**Problem to solve:** Take the entries below and print, exactly, the stretch from the line containing "I am building" through the line containing "Build a gazetteer", both included.

%%

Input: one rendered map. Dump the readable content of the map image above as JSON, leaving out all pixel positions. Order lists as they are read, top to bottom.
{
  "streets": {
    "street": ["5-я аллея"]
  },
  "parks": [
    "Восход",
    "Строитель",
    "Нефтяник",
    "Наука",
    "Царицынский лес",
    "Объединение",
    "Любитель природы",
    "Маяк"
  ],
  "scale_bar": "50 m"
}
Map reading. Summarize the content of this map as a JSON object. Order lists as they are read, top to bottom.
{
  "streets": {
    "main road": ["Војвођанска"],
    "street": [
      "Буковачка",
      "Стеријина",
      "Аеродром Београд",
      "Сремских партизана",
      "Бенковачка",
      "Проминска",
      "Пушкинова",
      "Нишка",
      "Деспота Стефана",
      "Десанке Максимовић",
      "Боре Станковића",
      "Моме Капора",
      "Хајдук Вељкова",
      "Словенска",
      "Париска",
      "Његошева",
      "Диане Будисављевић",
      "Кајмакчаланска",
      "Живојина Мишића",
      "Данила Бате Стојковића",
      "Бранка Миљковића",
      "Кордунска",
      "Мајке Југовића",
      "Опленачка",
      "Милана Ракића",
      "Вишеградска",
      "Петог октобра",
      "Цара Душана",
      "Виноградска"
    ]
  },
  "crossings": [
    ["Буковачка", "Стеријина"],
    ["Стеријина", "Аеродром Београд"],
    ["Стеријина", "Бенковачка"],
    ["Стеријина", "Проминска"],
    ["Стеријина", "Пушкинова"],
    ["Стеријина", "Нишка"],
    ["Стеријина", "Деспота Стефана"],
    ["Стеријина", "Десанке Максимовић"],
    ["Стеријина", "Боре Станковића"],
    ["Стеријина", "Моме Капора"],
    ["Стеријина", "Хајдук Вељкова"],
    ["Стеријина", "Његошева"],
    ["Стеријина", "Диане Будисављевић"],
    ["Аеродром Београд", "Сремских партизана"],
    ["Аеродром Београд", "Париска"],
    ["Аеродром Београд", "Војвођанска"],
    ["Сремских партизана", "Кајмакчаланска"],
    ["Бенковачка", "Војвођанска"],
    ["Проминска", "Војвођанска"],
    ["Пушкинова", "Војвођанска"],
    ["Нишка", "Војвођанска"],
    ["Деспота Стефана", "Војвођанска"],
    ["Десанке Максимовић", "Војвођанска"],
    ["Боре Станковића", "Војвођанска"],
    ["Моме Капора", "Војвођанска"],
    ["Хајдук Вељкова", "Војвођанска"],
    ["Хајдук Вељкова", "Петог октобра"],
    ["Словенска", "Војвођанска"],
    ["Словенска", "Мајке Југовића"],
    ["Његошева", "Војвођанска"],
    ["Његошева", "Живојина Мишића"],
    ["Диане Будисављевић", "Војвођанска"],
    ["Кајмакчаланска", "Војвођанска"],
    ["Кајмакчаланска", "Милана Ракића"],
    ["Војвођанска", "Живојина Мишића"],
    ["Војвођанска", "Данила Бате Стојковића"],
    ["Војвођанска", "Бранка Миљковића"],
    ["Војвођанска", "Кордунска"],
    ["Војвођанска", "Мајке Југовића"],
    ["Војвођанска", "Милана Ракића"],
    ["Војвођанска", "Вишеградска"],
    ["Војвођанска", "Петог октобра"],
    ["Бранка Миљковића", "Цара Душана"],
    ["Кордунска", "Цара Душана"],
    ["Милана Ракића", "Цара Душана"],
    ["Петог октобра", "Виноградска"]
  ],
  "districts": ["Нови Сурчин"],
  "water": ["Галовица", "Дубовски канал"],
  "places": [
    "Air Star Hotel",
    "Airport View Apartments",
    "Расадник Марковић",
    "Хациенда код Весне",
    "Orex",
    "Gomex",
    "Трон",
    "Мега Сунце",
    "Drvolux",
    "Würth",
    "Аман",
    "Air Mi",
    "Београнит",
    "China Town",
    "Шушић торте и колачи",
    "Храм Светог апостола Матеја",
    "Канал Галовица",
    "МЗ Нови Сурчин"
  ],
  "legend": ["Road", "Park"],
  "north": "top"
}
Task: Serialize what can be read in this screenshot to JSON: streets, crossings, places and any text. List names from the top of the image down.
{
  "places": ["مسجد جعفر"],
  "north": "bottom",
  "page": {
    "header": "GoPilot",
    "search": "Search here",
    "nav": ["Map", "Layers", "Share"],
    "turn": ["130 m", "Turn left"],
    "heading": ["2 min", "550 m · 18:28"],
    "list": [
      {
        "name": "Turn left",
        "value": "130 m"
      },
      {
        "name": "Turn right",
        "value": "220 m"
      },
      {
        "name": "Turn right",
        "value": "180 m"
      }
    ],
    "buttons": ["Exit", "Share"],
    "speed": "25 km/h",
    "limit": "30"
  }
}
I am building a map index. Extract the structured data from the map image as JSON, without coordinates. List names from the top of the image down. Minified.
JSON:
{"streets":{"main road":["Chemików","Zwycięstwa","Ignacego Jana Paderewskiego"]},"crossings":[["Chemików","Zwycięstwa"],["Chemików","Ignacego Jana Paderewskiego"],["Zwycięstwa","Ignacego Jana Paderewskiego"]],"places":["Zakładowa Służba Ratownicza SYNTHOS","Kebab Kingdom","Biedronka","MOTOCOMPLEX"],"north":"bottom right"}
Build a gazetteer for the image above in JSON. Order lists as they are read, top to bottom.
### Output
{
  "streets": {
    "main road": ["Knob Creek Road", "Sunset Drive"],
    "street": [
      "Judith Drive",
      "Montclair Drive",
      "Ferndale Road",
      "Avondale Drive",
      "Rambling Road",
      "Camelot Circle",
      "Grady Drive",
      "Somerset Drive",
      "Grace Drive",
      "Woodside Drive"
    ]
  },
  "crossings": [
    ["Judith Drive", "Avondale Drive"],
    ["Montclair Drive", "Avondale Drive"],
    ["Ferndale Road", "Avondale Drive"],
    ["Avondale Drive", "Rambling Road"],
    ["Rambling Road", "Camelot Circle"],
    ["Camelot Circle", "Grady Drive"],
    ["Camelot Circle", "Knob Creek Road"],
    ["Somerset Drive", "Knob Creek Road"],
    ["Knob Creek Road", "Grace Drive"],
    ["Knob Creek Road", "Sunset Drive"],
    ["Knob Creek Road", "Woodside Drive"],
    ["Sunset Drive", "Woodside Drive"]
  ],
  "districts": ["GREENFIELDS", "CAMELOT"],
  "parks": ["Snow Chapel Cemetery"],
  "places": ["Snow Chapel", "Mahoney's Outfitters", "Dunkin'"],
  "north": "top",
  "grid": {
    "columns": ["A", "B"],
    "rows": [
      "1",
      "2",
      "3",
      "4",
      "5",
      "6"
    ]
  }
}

%%

**Answer to this problem:**
I am building a map index. Extract the structured data from the map image as JSON, without coordinates. List names from the top of the image down. Minified.
JSON:
{"streets":{"main road":["Chemików","Zwycięstwa","Ignacego Jana Paderewskiego"]},"crossings":[["Chemików","Zwycięstwa"],["Chemików","Ignacego Jana Paderewskiego"],["Zwycięstwa","Ignacego Jana Paderewskiego"]],"places":["Zakładowa Służba Ratownicza SYNTHOS","Kebab Kingdom","Biedronka","MOTOCOMPLEX"],"north":"bottom right"}
Build a gazetteer for the image above in JSON. Order lists as they are read, top to bottom.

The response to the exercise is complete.